Directions for this task
In the records below, find each line with the word "見附中之島線" and copy it.

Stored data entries
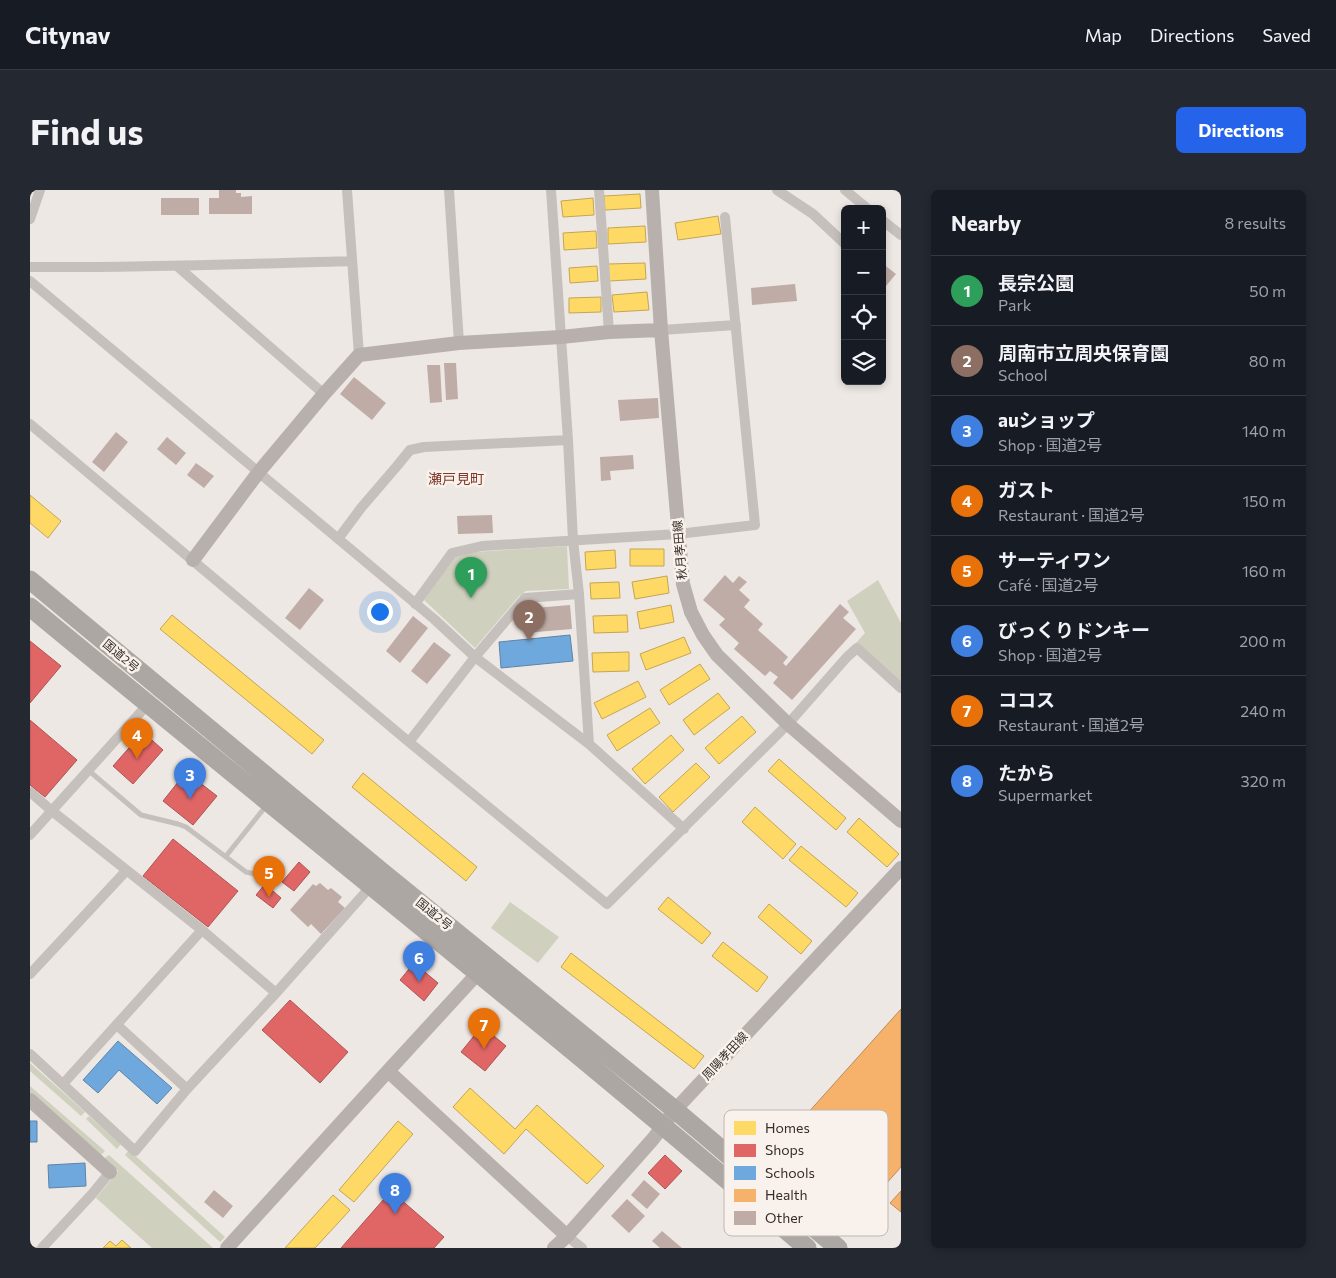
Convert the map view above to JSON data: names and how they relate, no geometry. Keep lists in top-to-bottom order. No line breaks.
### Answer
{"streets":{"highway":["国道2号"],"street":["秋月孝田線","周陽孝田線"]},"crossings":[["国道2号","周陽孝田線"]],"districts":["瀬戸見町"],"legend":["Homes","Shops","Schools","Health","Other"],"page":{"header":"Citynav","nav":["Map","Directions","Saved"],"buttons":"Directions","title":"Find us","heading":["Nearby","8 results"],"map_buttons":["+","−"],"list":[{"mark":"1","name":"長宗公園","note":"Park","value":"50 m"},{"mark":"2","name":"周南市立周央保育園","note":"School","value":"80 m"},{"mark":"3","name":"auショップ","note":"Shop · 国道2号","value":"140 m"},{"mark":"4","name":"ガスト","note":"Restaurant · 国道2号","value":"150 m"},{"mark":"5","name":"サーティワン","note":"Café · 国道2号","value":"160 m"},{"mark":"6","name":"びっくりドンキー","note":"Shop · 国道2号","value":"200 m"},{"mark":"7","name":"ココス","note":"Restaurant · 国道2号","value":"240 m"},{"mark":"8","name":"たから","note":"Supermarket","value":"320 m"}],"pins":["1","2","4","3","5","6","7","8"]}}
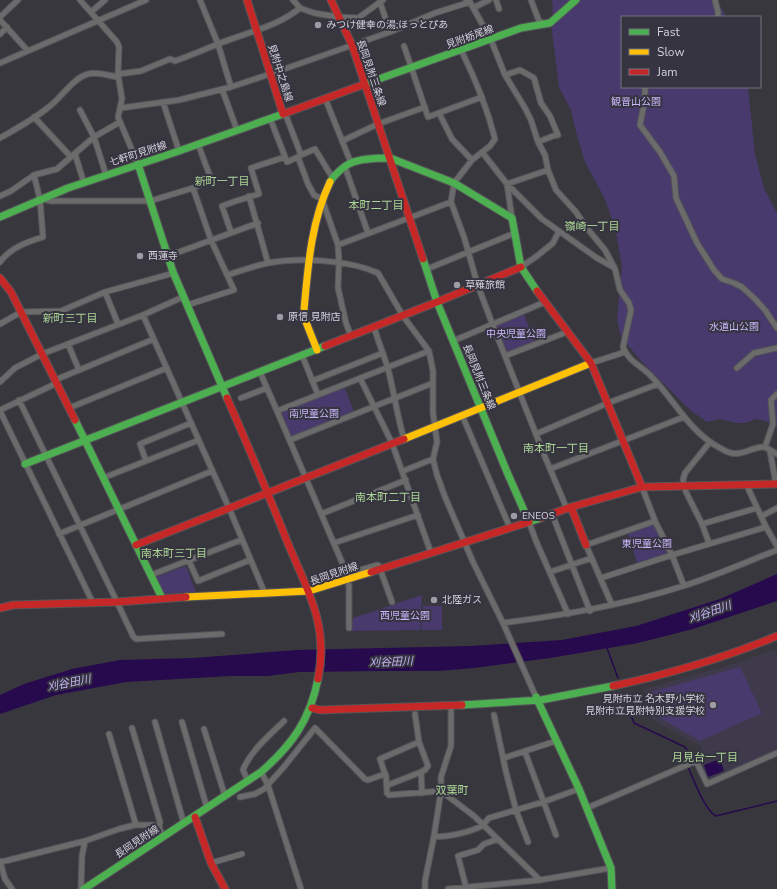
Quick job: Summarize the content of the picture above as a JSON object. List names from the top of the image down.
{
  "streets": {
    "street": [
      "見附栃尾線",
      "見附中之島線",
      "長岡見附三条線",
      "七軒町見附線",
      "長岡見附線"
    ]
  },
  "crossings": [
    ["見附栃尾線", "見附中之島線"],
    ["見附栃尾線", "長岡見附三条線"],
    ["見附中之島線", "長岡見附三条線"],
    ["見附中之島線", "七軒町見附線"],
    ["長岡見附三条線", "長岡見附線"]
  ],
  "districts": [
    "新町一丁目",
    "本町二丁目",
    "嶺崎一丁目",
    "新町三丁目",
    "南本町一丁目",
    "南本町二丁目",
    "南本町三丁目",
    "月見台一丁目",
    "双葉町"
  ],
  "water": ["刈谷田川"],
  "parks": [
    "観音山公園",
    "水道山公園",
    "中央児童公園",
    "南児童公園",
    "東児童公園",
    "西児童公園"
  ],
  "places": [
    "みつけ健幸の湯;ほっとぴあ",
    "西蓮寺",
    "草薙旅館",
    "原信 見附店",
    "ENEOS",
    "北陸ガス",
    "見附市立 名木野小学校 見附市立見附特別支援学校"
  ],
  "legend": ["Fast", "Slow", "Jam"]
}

Result for this task
      "見附中之島線",
    ["見附栃尾線", "見附中之島線"],
    ["見附中之島線", "長岡見附三条線"],
    ["見附中之島線", "七軒町見附線"],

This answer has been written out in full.